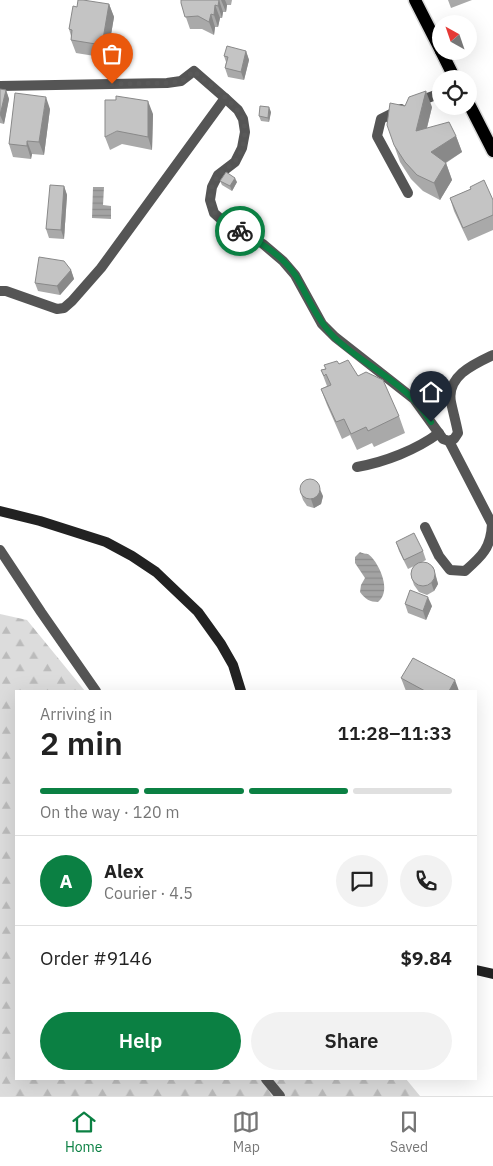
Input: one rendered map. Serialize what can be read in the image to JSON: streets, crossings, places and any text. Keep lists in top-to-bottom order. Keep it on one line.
{"north":"top left","page":{"heading":["2 min","Arriving in","11:28–11:33"],"panel":["Alex","Courier · 4.5","Order #9146","$9.84"],"bar":"On the way · 120 m","round":"A","buttons":["Help","Share"],"tabs":["Home","Map","Saved"]}}
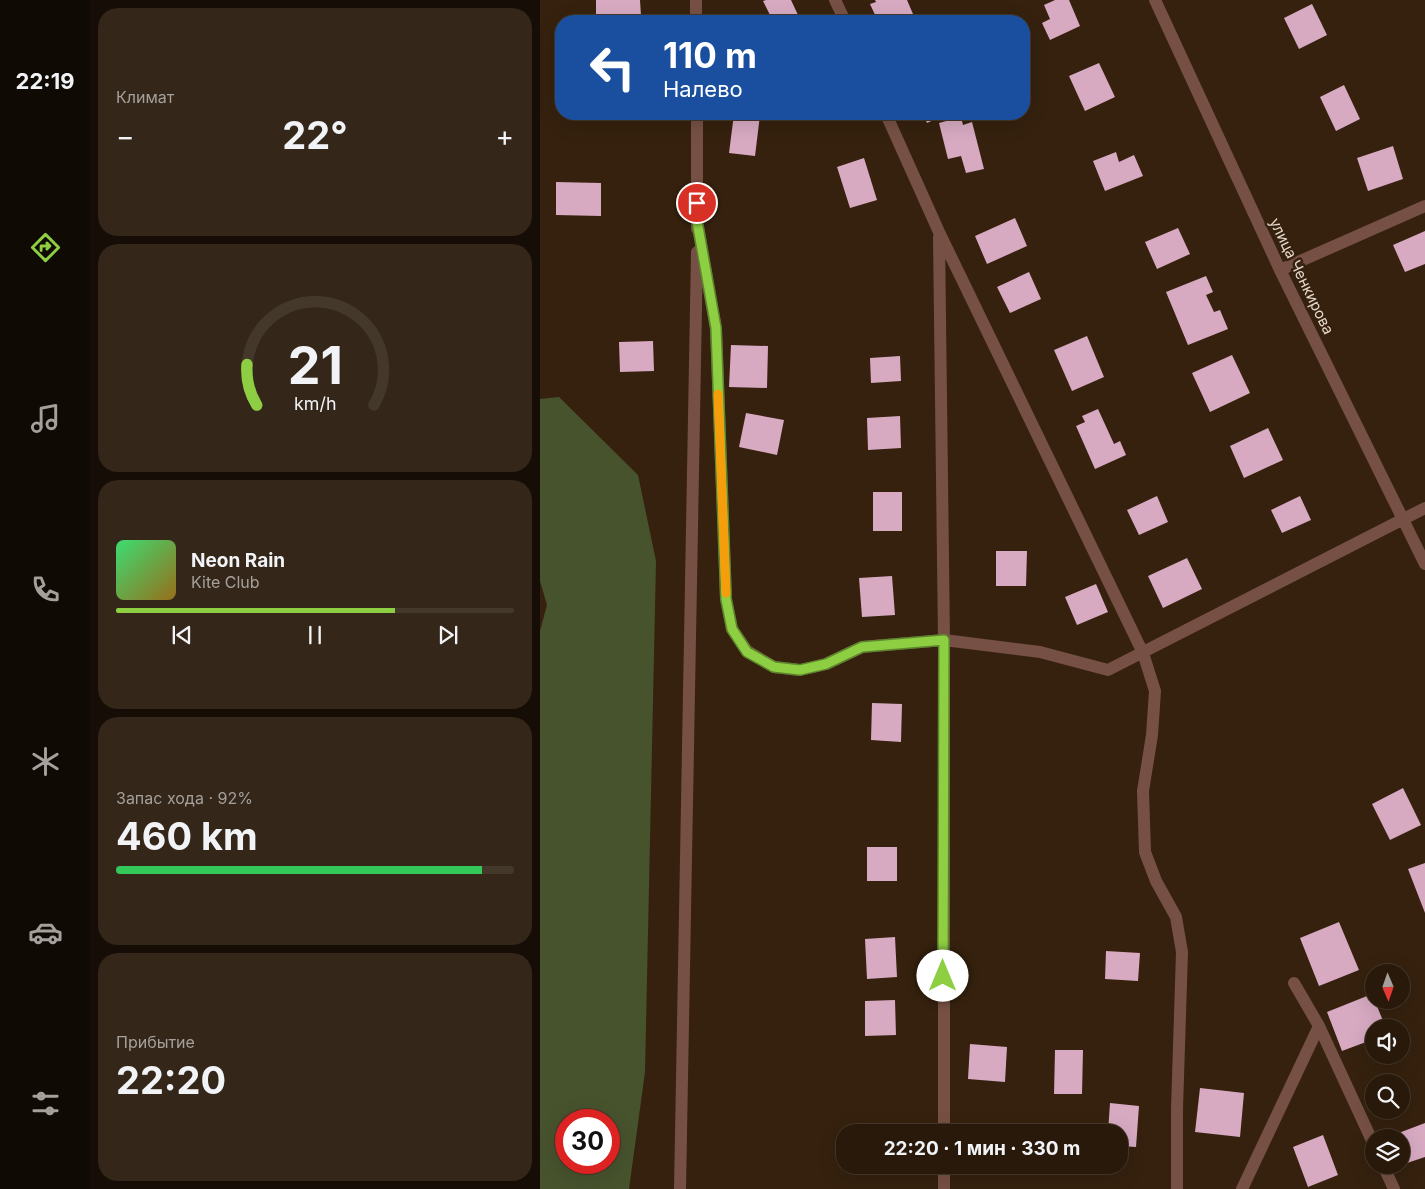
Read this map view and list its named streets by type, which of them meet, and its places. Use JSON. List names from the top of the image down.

++++

Assignment: Print the material above once more, exactly. No pictures belong in it.

Expected answer:
Input: one rendered map. Serialize what can be read in the image to JSON: streets, crossings, places and any text. Keep lists in top-to-bottom order. Keep it on one line.
{"north":"top left","page":{"heading":["2 min","Arriving in","11:28–11:33"],"panel":["Alex","Courier · 4.5","Order #9146","$9.84"],"bar":"On the way · 120 m","round":"A","buttons":["Help","Share"],"tabs":["Home","Map","Saved"]}}
Read this map view and list its named streets by type, which of them meet, and its places. Use JSON. List names from the top of the image down.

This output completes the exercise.